Try it
Going line by line through the data below, report how many lines include the word "First", with nothing added.

Records contained in a dataset:
****************

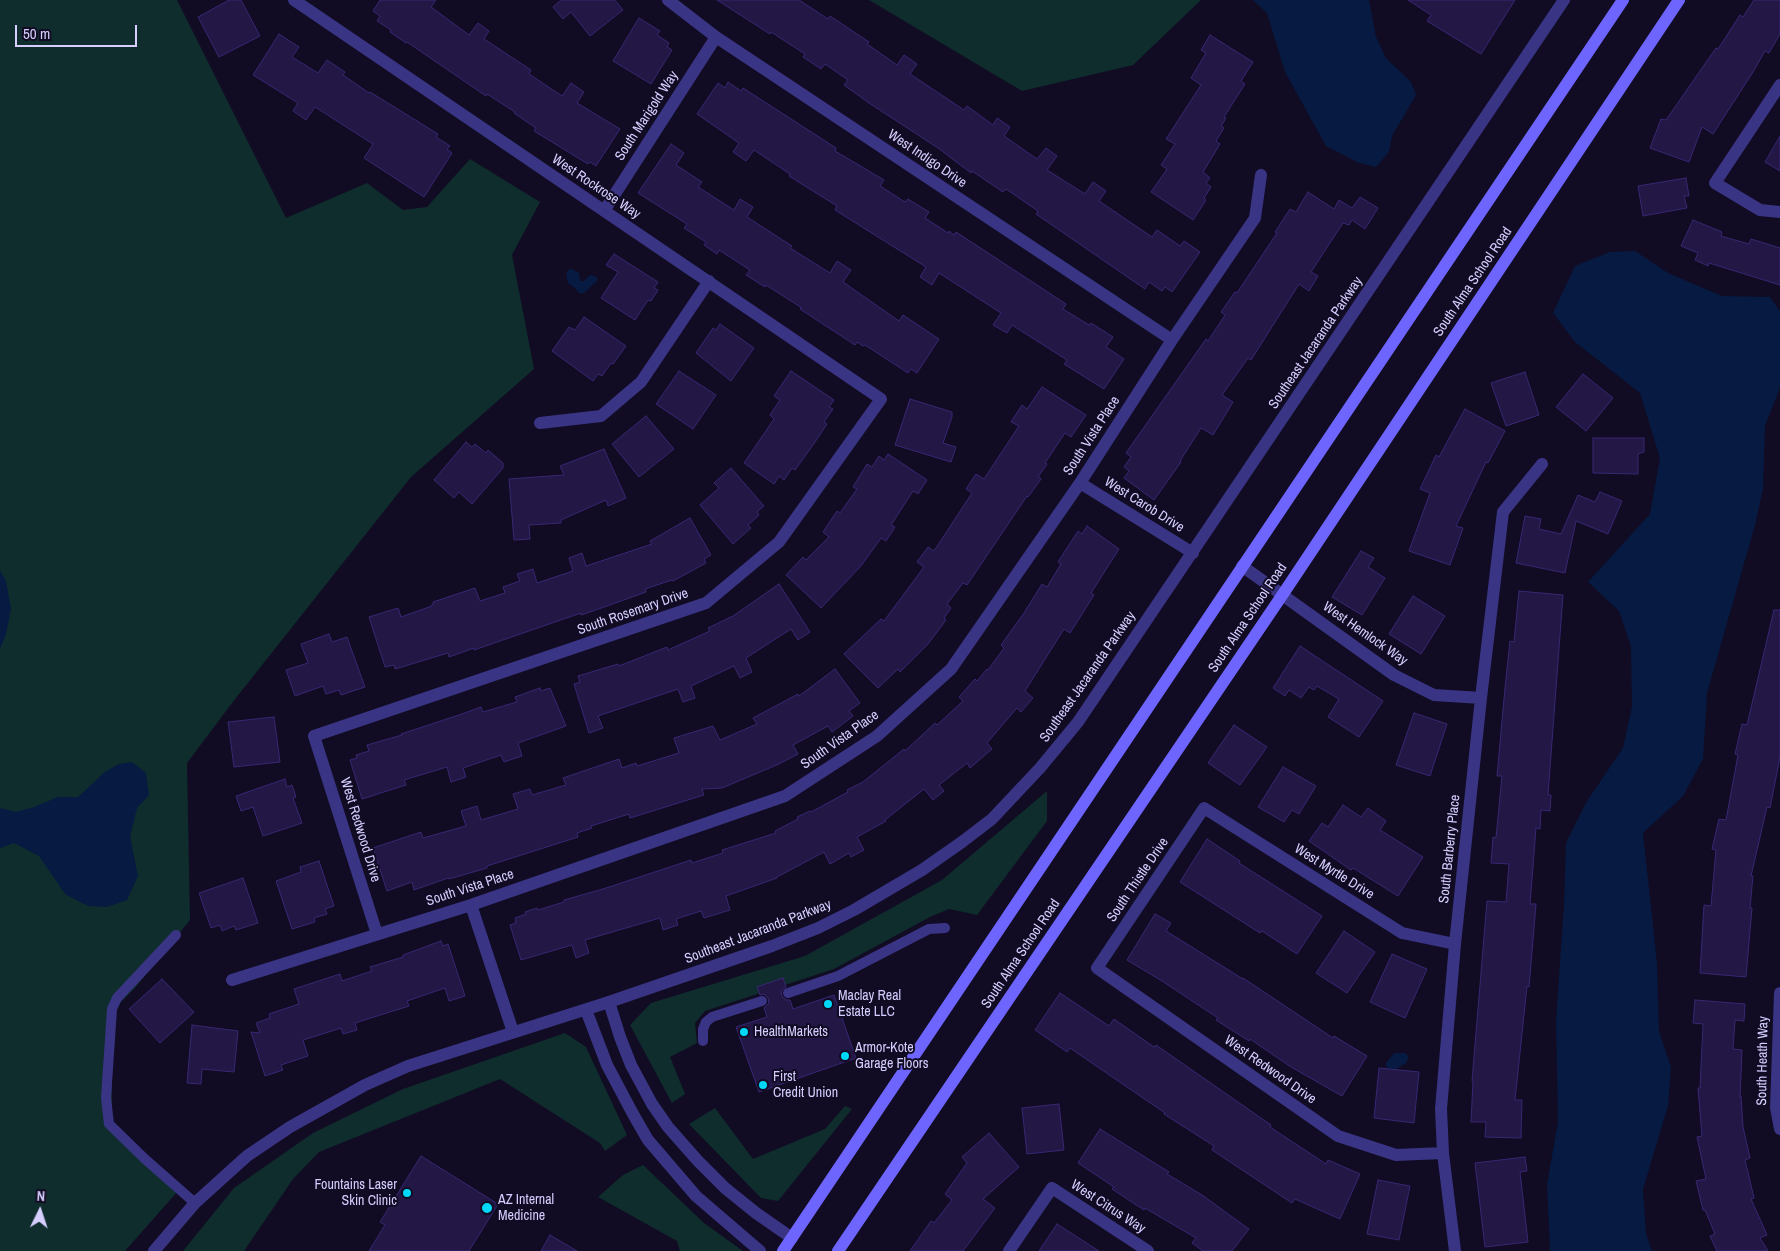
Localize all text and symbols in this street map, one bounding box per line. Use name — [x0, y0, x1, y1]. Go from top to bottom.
scale bar — [18, 15, 140, 47]
text: 50 m — [23, 23, 50, 44]
street label: South Marigold Way — [612, 68, 682, 164]
street label: West Indigo Drive — [884, 126, 970, 192]
street label: West Rockrose Way — [548, 151, 644, 223]
street label: South Alma School Road — [1430, 224, 1516, 340]
street label: Southeast Jacaranda Parkway — [1266, 274, 1366, 412]
street label: South Vista Place — [1060, 393, 1124, 479]
street label: West Carob Drive — [1101, 474, 1187, 536]
street label: South Alma School Road — [1205, 560, 1291, 676]
street label: South Rosemary Drive — [575, 585, 691, 639]
street label: West Hemlock Way — [1319, 599, 1411, 669]
street label: Southeast Jacaranda Parkway — [1036, 608, 1140, 746]
street label: South Vista Place — [798, 707, 882, 773]
street label: West Redwood Drive — [336, 776, 384, 884]
street label: South Barberry Place — [1436, 794, 1464, 904]
street label: South Thistle Drive — [1104, 835, 1172, 925]
street label: West Myrtle Drive — [1291, 841, 1377, 903]
street label: South Vista Place — [424, 866, 516, 910]
street label: Southeast Jacaranda Parkway — [682, 896, 834, 968]
street label: South Alma School Road — [978, 896, 1064, 1012]
place label: Maclay Real Estate LLC — [838, 988, 901, 1020]
marker: Maclay Real Estate LLC — [822, 998, 834, 1010]
street label: South Heath Way — [1754, 1016, 1772, 1106]
place label: HealthMarkets — [754, 1024, 828, 1040]
marker: HealthMarkets — [738, 1026, 750, 1038]
street label: West Redwood Drive — [1221, 1032, 1319, 1108]
place label: Armor-Kote Garage Floors — [855, 1040, 928, 1072]
marker: Armor-Kote Garage Floors — [839, 1050, 851, 1062]
place label: First Credit Union — [773, 1069, 838, 1102]
marker: First Credit Union — [757, 1079, 769, 1091]
place label: Fountains Laser Skin Clinic — [315, 1177, 397, 1210]
street label: West Citrus Way — [1068, 1177, 1148, 1237]
north arrow — [15, 1186, 65, 1236]
text: N — [36, 1187, 46, 1205]
marker: Fountains Laser Skin Clinic — [401, 1187, 413, 1199]
place label: AZ Internal Medicine — [498, 1192, 554, 1224]
marker: AZ Internal Medicine — [480, 1201, 494, 1215]

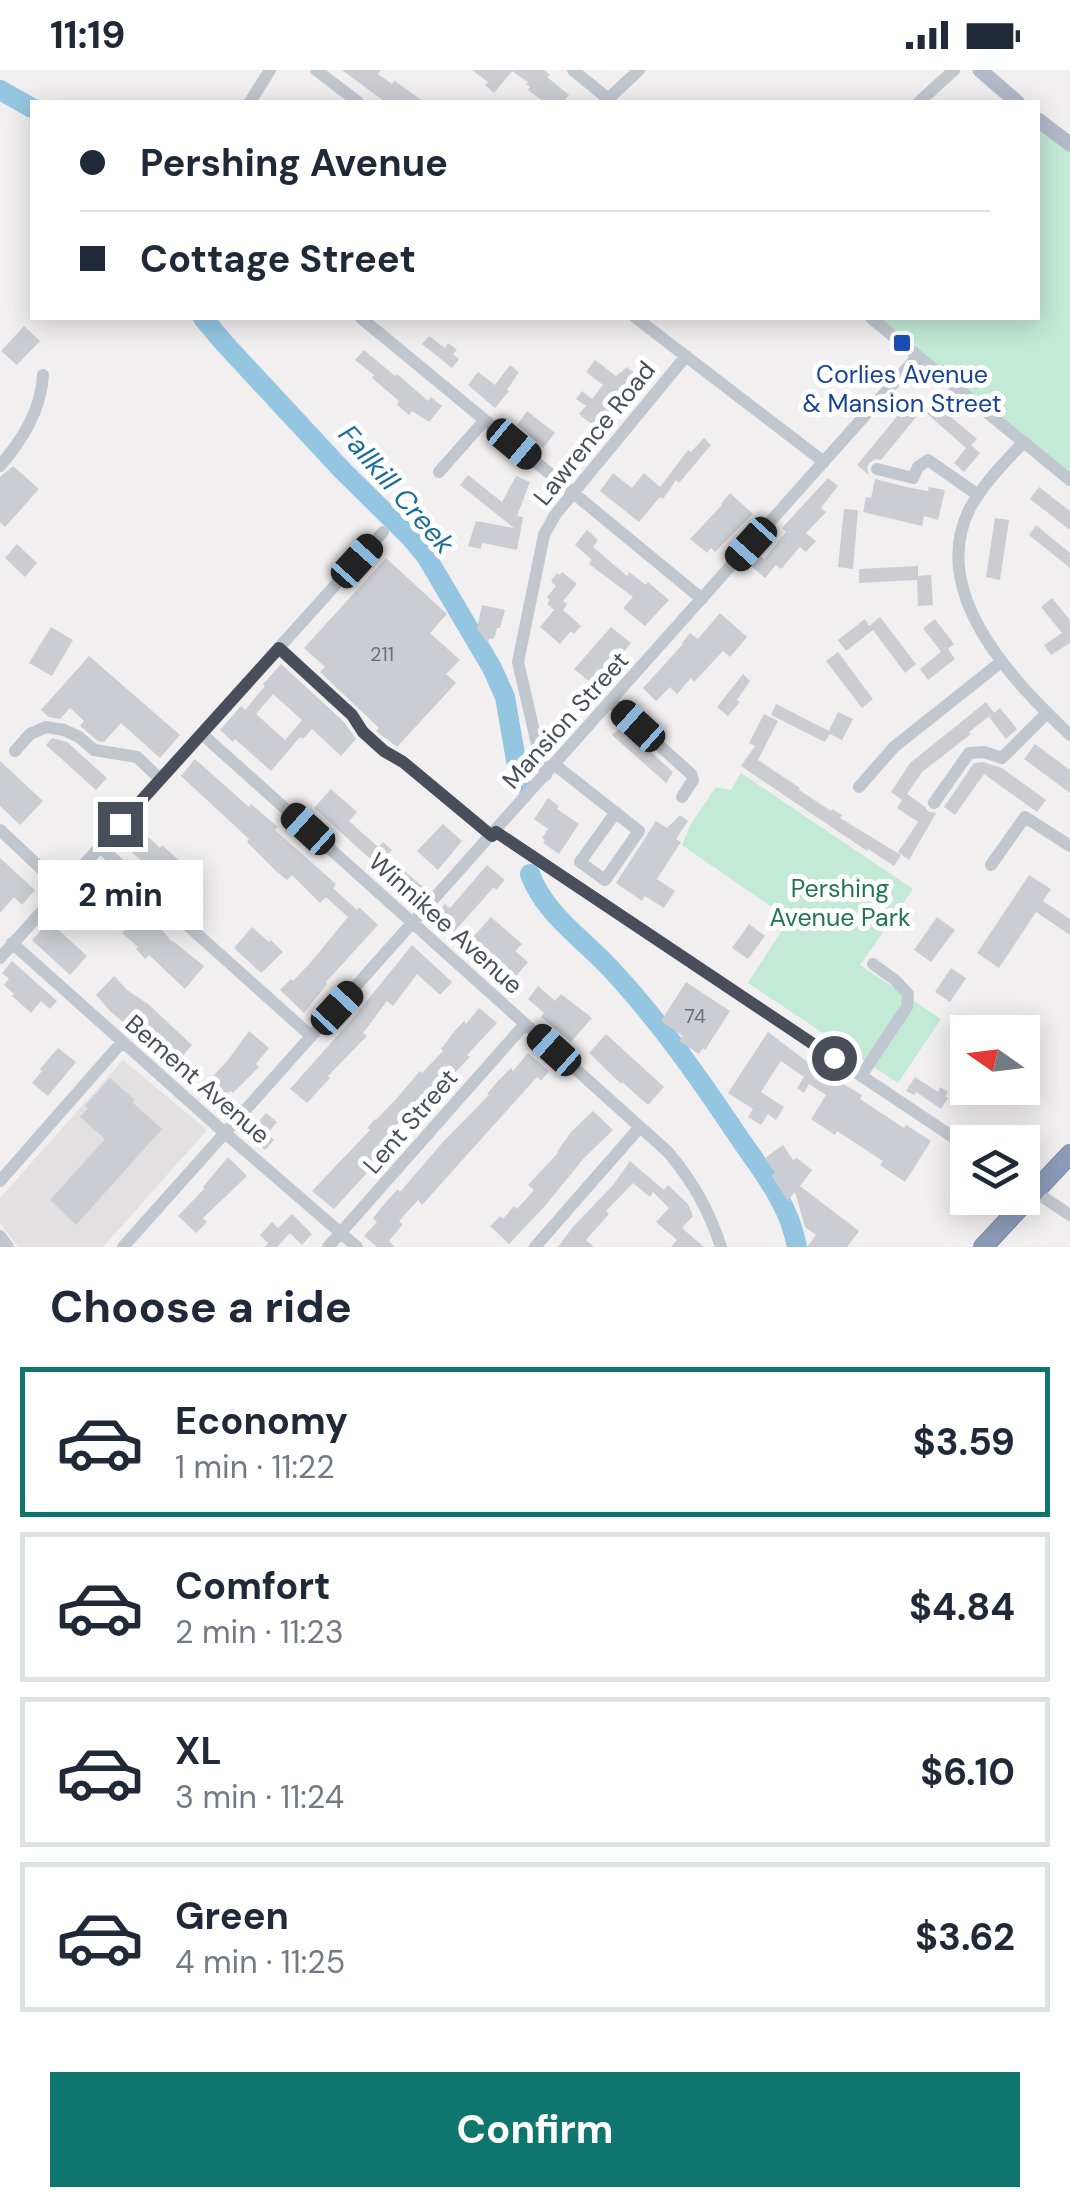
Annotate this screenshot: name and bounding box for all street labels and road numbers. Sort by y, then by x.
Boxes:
street label: Lawrence Road [526,354,663,512]
street label: Mansion Street [495,645,636,796]
street label: Winnikee Avenue [362,845,530,1001]
street label: Bement Avenue [118,1007,277,1151]
street label: Lent Street [356,1062,465,1181]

****************

Task solution
2